[
https://issues.apache.org/jira/browse/PIG-2195?page=com.atlassian.jira.plugin.system.issuetabpanels:comment-tabpanel&focusedCommentId=13078394#comment-13078394
]
Bill Graham commented on PIG-2195:
----------------------------------
After spending many hours getting my head around what AvroStorage does, I've
learned a few things some of which lead me to amend my initial assessment of
the issue:
# Reading from PigStorage and writing via AvroStorage works as advertised when
using Avro 1.4.1. The ClassCastException I initially referenced happens when
using Avro 1.5.1. Also the current trunk doesn't build against 1.5.1. We can
address this in a separate JIRA.
# There is a nasty hidden bug that causes the unit tests to not run in
isolation. This can cause newly added unit tests or re-ordered tests to fail.

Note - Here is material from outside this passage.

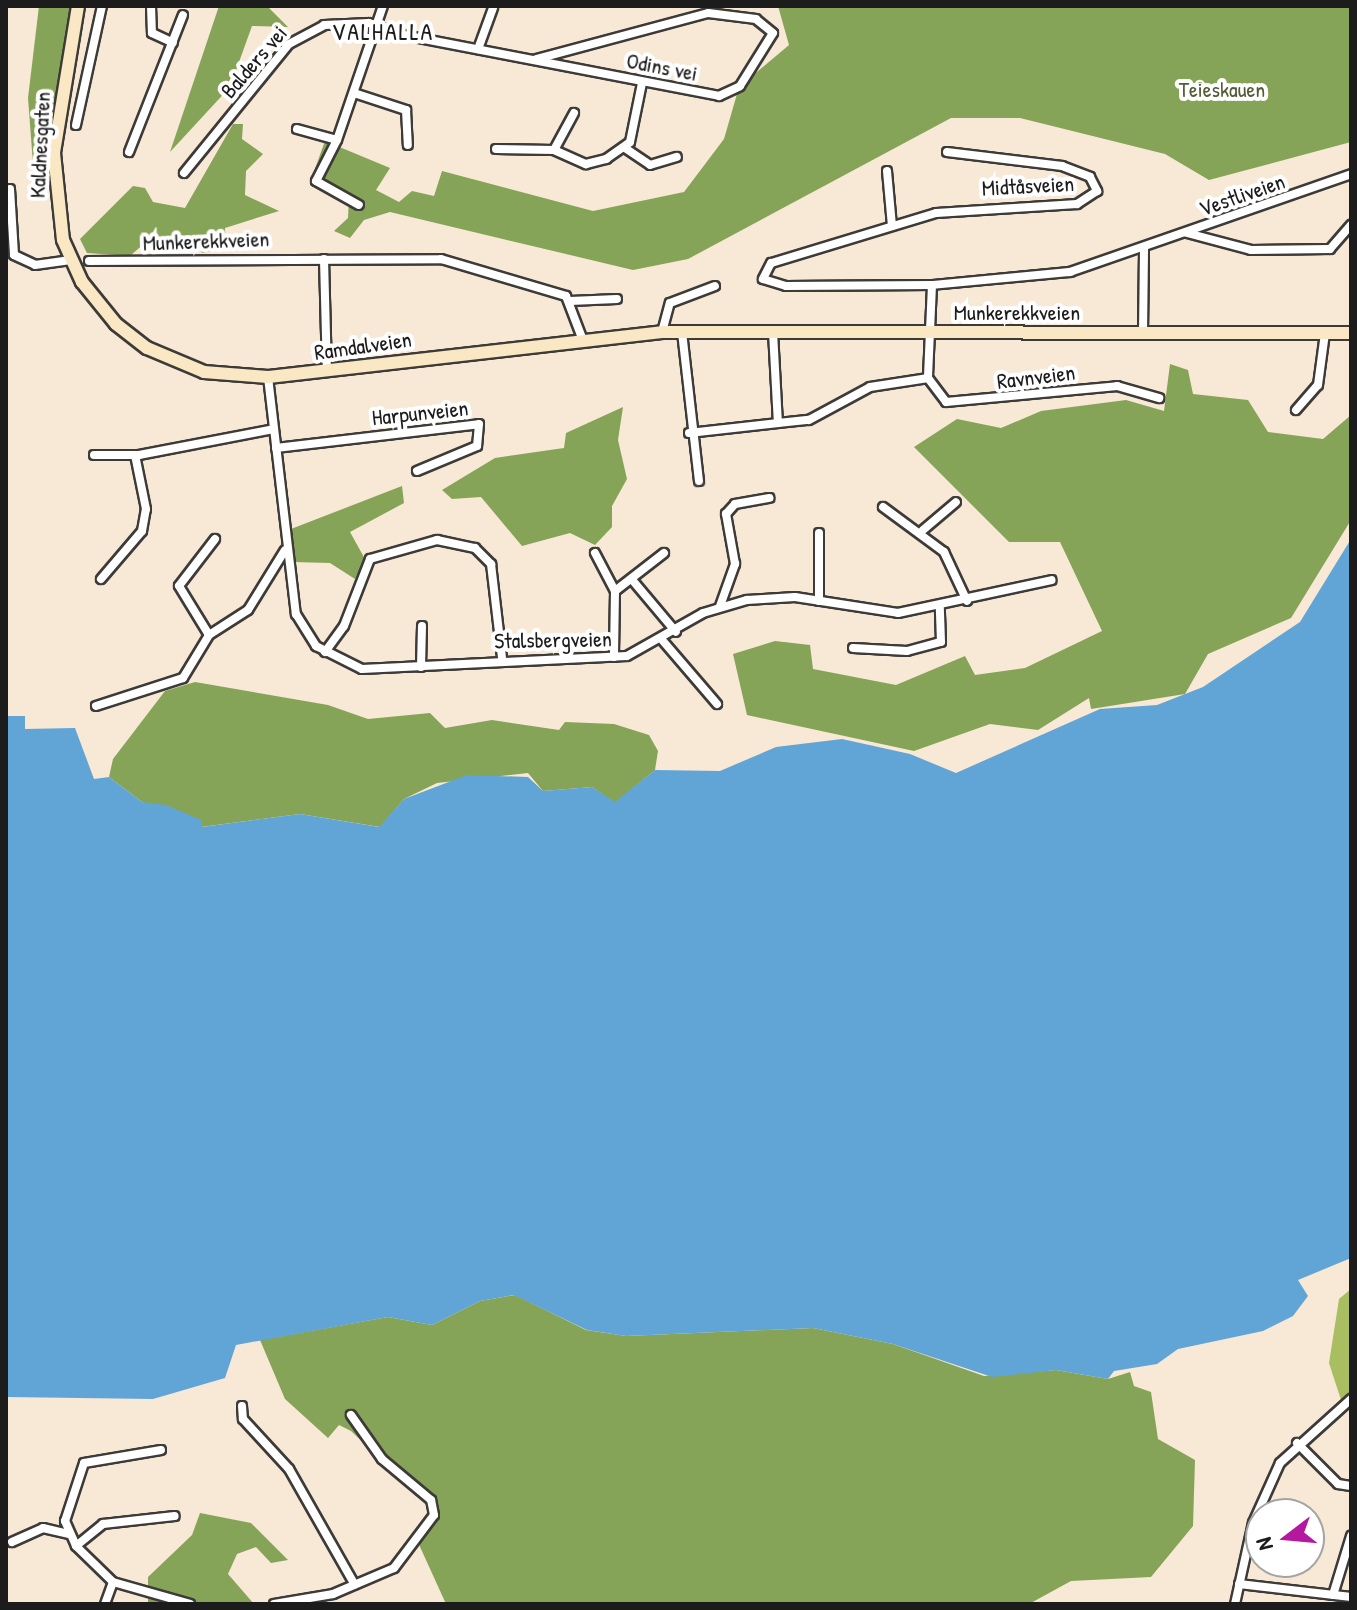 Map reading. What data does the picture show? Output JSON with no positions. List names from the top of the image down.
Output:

The issue is that {{PigSchema2Avro}} has a {{static int tupleIndex}} that it
increments after each call to {{getRecordName()}} and the tests expect record
names to have a certain {{tupleIndex}} value included. As a temporary hack I've
added a {{public static void setTupleIndex(int index)}} method to that class to
allow unit tests to reset it, but this static int approach should really be
revisited.
# I've added additional unit tests for reading from a text file and producing
Avro.
# I've added support for passing a {{schema_file}} value instead of a data file
as shown above.
I'll upload a patch shortly.
> AvroStorage fails to STORE when LOADing via PigStorage
> ------------------------------------------------------
>
> Key: PIG-2195
> URL: https://issues.apache.org/jira/browse/PIG-2195
> Project: Pig
> Issue Type: Bug
> Reporter: Bill Graham
> Assignee: Bill Graham
>
> Reading data via {{PigStorage}} and writing it via {{AvroStorage}} fails with
> an exception like this
> {{java.lang.ClassCastException: org.apache.pig.data.BinSedesTuple cannot be
> cast to org.apache.avro.generic.IndexedRecord}}
> The Pig script in this section of the documentation shows an example like
> this that fails:
> http://linkedin.jira.com/wiki/display/HTOOLS/AvroStorage+-+Pig+support+for+Avro+data#AvroStorage-PigsupportforAvrodata-A.Howtostoredataindifferentways.
> A workaround currently exists to produce avro from TSVs like this:
> {noformat}
> avro = LOAD 'inputPath/' AS (foo);
> STORE avro INTO 'outputPath/' USING oap.piggybank.storage.avro.AvroStorage(
> '{"data":"data_file.avro",
> "same":"data_file.avro", "field0":"def:bar"}');
> {noformat}
> This is redundant though and {{data}} and {{same}} seem to indicate the same
> thing. This approach also requires an existing avro data file to exist. This
> patch will make the following alternate constructor syntax's work as well.
> # Read schema from an existing data file:
> {noformat}
> '{"data":"data_file.avro", "field0":"def:bar"}');
> {noformat}
> # Read schema from an existing schema file:
> {noformat}
> '{"schema_file":"data_file.avsc", "field0":"def:bar"}');
> {noformat}
--
This message is automatically generated by JIRA.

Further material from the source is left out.